• **Your objective**
Print all the data below exactly, without images.

• **Source data**
━━━━━━

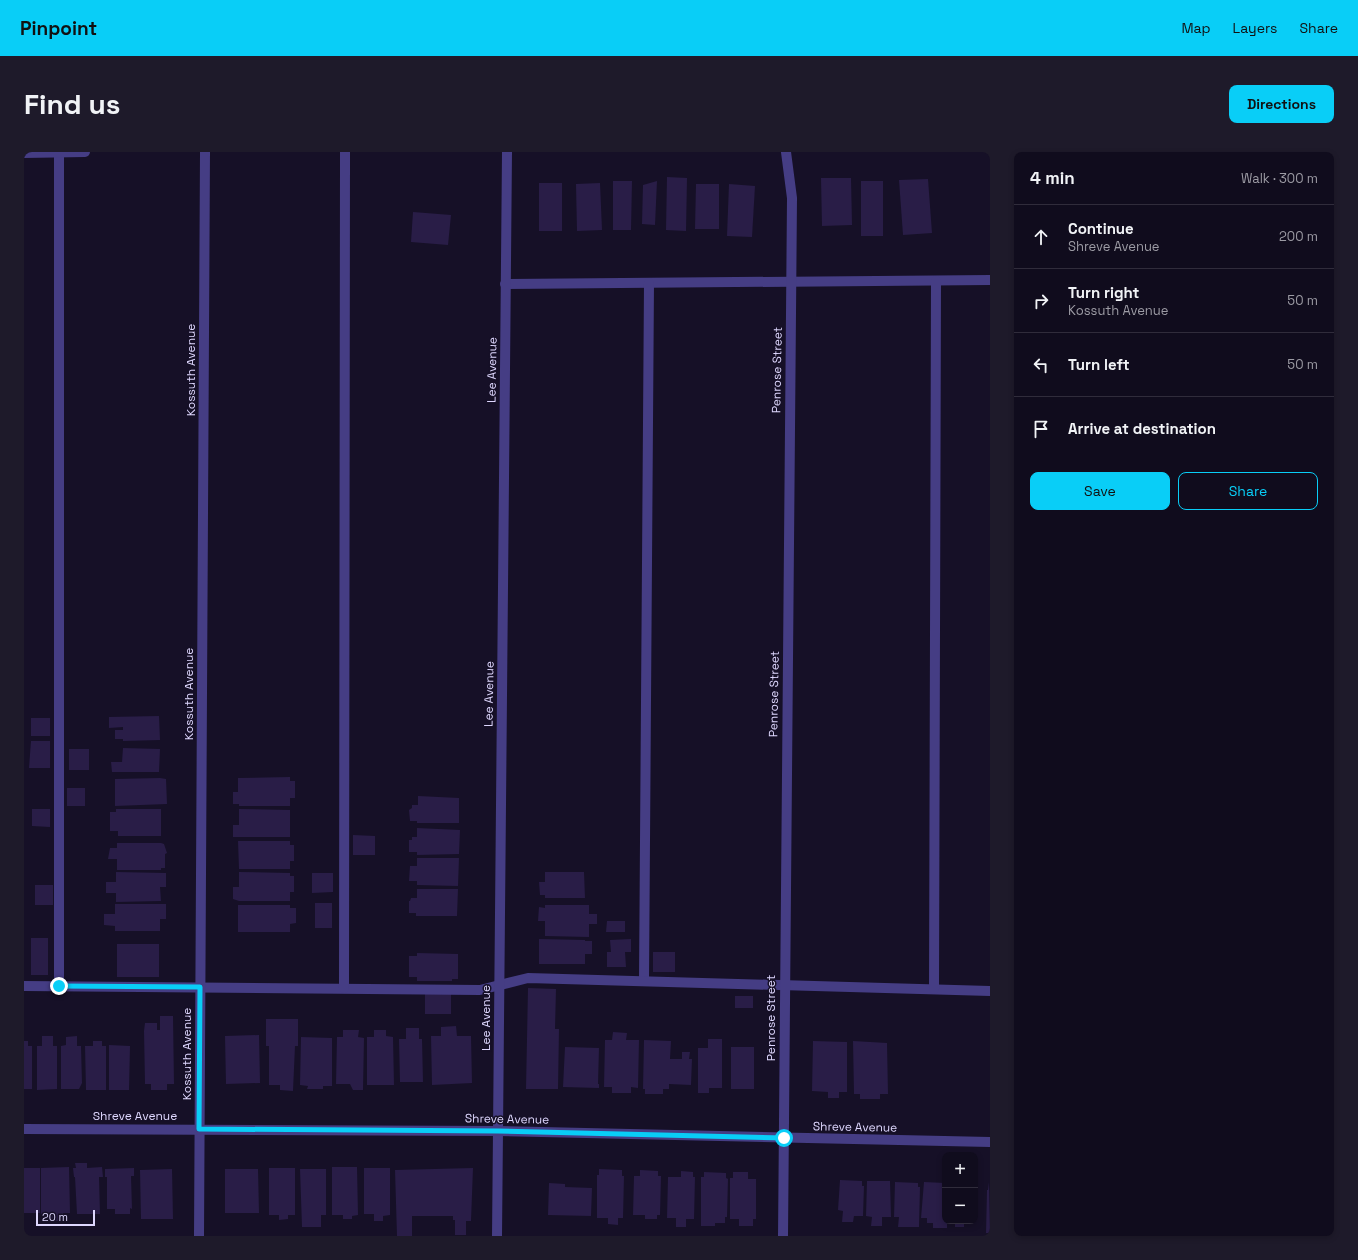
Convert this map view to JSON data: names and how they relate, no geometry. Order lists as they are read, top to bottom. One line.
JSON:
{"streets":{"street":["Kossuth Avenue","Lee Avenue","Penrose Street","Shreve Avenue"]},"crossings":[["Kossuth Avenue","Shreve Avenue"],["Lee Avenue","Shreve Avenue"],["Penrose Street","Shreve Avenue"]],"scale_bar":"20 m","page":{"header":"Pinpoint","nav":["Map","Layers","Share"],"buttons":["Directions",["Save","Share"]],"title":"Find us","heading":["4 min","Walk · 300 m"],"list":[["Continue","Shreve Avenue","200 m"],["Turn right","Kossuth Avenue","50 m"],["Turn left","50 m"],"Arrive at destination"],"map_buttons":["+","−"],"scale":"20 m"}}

━━━━━━

• **Output of the task**
Convert this map view to JSON data: names and how they relate, no geometry. Order lists as they are read, top to bottom. One line.
JSON:
{"streets":{"street":["Kossuth Avenue","Lee Avenue","Penrose Street","Shreve Avenue"]},"crossings":[["Kossuth Avenue","Shreve Avenue"],["Lee Avenue","Shreve Avenue"],["Penrose Street","Shreve Avenue"]],"scale_bar":"20 m","page":{"header":"Pinpoint","nav":["Map","Layers","Share"],"buttons":["Directions",["Save","Share"]],"title":"Find us","heading":["4 min","Walk · 300 m"],"list":[["Continue","Shreve Avenue","200 m"],["Turn right","Kossuth Avenue","50 m"],["Turn left","50 m"],"Arrive at destination"],"map_buttons":["+","−"],"scale":"20 m"}}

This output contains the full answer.